🤖 AI Summary
This work addresses the challenges of clinical speech recognition—namely, acoustic noise, dense medical terminology, and speaker variability—by proposing an end-to-end unified architecture that deeply integrates a pretrained large language model (LLM) into the medical speech processing pipeline. The model employs an audio encoder to extract acoustic features, which are then projected into the LLM’s input space via a lightweight adapter layer, enabling context-aware transcription and semantic understanding. Evaluated across multiple clinical tasks, the proposed approach reduces word error rate (WER) by 56% relative to the current best baseline and demonstrates substantially improved robustness in both adverse acoustic conditions and scenarios involving complex medical jargon.
📝 Abstract
In this work, we present Au-M-ol, a novel multimodal architecture that extends Large Language Models (LLMs) with audio processing.

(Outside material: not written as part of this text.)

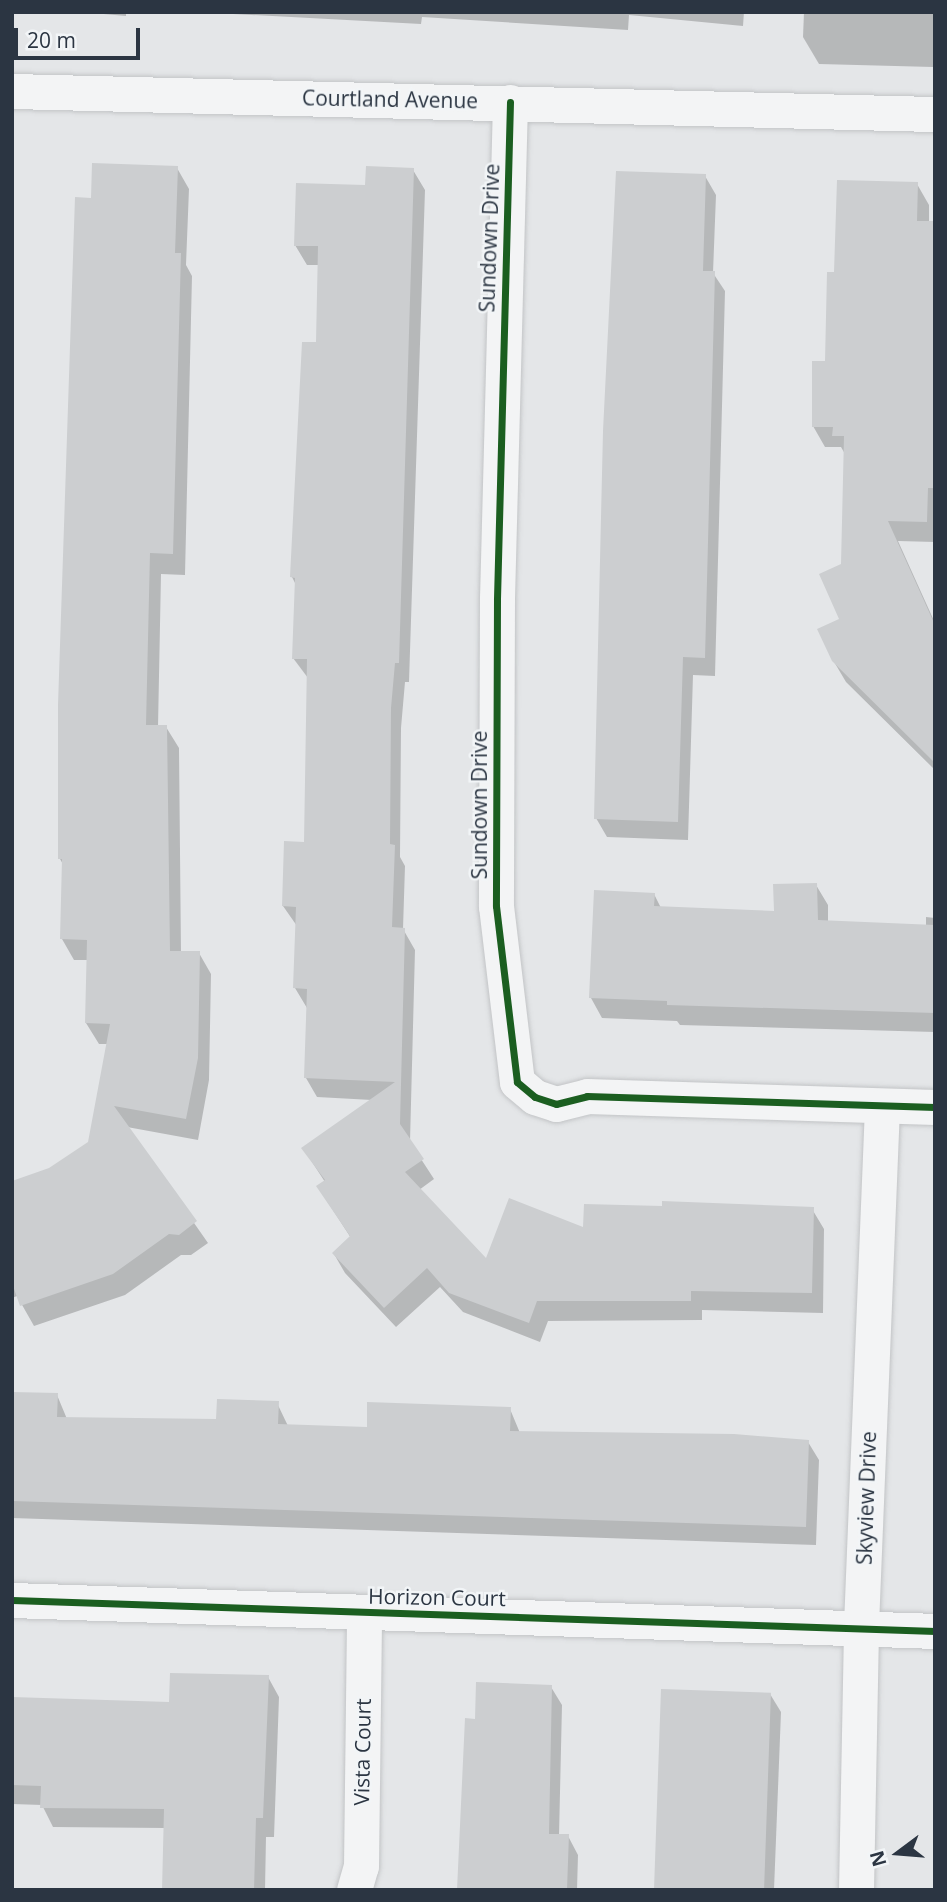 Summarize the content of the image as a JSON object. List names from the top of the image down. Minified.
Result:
{"streets":{"street":["Courtland Avenue","Sundown Drive","Skyview Drive","Horizon Court","Vista Court"]},"crossings":[["Courtland Avenue","Sundown Drive"],["Sundown Drive","Skyview Drive"],["Skyview Drive","Horizon Court"],["Horizon Court","Vista Court"]],"scale_bar":"20 m","north":"left"}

It is designed to improve performance on clinically relevant tasks such as Automatic Speech Recognition (ASR). Au-M-ol has three main components: (1) an audio encoder that extracts rich acoustic features from medical speech, (2) an adaptation layer that maps audio features into the LLM input space, and (3) a pretrained LLM that performs transcription and clinical language understanding. This design allows the model to interpret spoken medical content directly, improving both accuracy and robustness. In experiments, Au-M-ol reduces Word Error Rate (WER) by 56\% compared to state-of-the-art baselines on medical transcription tasks. The model also performs well in challenging conditions, including noisy environments, domain-specific terminology, and speaker variability. These results suggest that Au-M-ol is a strong candidate for real-world clinical applications, where reliable and context-aware audio understanding is essential.